Today she's taking more than giving, squared off in a ring with a professional Muay Thai kickboxer at Pyramid Gym on Connaught Road. The pro needed a sparring partner, an instructor pointed to “the pretty American,” and here she is, trying but not entirely succeeding at blocking a series of kicks and jabs. She takes a straight left to the jaw and has her feet stripped out from under her by a sweep kick, but she pops right back up and comes back at the pro for more. She blocks a right and sidesteps a straight left foot, but she doesn't see the straight right. It crashes against her headgear and rattles her brain. The pro follows with two quick lefts, and Sobieski tips back against the rope. In the second it takes the pro to glance at her trainer, as if to ask if she should continue the onslaught, Sobieski bounces forward off the rope as if it is electrified and slams a right uppercut just below the pro's ribs. She hears the breath gush out of her opponent as she rips off two more uppercuts with her left fist. Sobieski rears back with her left foot and starts to bring it forward, but the pro sidesteps it and lunges forward, wrapping her in a clinch. Sobieski fights the clinch like a trapped animal, frantically trying to punch and thrust and wriggle out of it. For a moment she loses track of where she is and whom she's fighting, and she's filled with so much rage that the room dims and spins and blurs.

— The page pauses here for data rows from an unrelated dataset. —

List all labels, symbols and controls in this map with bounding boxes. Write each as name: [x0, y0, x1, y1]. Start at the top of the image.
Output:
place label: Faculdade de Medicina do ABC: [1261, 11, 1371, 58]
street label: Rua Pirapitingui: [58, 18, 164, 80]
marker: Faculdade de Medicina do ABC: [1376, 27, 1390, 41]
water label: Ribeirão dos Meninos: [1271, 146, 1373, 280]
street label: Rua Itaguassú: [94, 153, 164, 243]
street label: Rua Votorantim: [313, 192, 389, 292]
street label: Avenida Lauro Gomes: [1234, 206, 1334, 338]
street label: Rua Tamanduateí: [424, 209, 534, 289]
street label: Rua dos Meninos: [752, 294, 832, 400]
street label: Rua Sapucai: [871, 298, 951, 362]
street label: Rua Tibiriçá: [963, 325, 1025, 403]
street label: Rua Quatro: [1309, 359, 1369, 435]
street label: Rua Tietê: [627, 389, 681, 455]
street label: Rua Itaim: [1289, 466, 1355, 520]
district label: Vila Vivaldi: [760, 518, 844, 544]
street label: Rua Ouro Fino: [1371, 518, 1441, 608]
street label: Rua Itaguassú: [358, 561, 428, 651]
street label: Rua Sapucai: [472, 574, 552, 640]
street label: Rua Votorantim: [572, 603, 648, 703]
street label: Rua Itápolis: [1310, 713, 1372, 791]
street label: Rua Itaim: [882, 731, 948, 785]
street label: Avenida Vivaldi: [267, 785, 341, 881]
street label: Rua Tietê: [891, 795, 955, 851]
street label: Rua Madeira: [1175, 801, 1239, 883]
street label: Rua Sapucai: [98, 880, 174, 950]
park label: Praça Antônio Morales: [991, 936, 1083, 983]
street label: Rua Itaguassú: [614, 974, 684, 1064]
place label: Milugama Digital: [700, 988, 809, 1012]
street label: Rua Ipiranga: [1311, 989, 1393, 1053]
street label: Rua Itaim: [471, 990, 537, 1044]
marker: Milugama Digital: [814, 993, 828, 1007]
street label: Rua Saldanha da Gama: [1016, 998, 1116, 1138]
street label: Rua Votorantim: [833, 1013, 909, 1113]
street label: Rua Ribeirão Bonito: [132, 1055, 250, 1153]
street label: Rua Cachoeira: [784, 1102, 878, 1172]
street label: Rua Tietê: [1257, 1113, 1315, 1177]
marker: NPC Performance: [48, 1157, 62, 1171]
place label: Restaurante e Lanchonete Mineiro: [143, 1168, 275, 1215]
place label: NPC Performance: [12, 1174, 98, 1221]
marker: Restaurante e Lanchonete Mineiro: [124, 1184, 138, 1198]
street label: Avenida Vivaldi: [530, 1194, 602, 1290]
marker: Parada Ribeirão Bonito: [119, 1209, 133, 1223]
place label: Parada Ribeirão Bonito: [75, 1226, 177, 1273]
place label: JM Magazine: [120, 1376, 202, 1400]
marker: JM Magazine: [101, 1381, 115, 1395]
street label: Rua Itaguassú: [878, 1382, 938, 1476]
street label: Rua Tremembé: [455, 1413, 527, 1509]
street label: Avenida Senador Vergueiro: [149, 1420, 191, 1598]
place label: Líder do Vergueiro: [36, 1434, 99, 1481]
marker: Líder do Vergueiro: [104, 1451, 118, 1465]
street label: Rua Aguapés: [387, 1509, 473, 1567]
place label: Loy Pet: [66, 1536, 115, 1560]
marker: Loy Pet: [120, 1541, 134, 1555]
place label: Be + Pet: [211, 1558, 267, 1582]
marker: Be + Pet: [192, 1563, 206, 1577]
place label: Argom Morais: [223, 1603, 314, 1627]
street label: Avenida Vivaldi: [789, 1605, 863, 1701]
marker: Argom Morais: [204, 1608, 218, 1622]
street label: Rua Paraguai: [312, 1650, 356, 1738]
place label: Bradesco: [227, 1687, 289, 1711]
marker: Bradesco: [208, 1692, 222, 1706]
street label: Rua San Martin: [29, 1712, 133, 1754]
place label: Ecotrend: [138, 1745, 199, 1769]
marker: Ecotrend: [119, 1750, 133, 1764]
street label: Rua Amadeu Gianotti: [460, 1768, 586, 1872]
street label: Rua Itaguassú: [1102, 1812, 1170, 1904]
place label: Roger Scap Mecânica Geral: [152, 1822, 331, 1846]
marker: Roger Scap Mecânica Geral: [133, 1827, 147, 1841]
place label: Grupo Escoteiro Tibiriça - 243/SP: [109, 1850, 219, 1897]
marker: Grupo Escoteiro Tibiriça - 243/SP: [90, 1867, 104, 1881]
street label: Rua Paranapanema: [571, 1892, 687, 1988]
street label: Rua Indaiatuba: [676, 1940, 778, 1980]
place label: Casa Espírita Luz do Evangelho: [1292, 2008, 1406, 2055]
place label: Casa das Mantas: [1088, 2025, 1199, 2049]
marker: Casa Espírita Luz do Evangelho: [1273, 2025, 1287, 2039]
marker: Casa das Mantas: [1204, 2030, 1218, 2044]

The pro's trainer grabs her from behind and pulls her back, “Whoa . . . whoa!” he shouts. “Time! Time!” All at once she stops. The pro says something nasty to her through her mouth guard and gestures toward the bell.

“Didn't you hear the bell?” the trainer asks, leading Sobieski to her corner. Sobieski shakes her head. “After I got hit, I lost it. Tell her I'm sorry.”

The trainer nods. She looks for a stool to sit on before the next round. The trainer shakes his head. “She's done.”

Sobieski shrugs, climbs out of the ring, and walks back to the heaving bag she was hitting when they approached her. “You should do this for real,” the trainer tells her as she executes a flurry of punch-and-knee strike combinations. Sobieski is twenty-nine, lean, and compulsively fit. “She's nothing special,” he says, meaning the pro. “But I'm telling you, the way you responded to the pain . . . you can compete.”

Sobieski shakes her head and speaks without breaking the rhythm of her strikes. “I like my teeth. And this bump on my nose? Some find it funny looking, but I'm kind of fond of it, too.”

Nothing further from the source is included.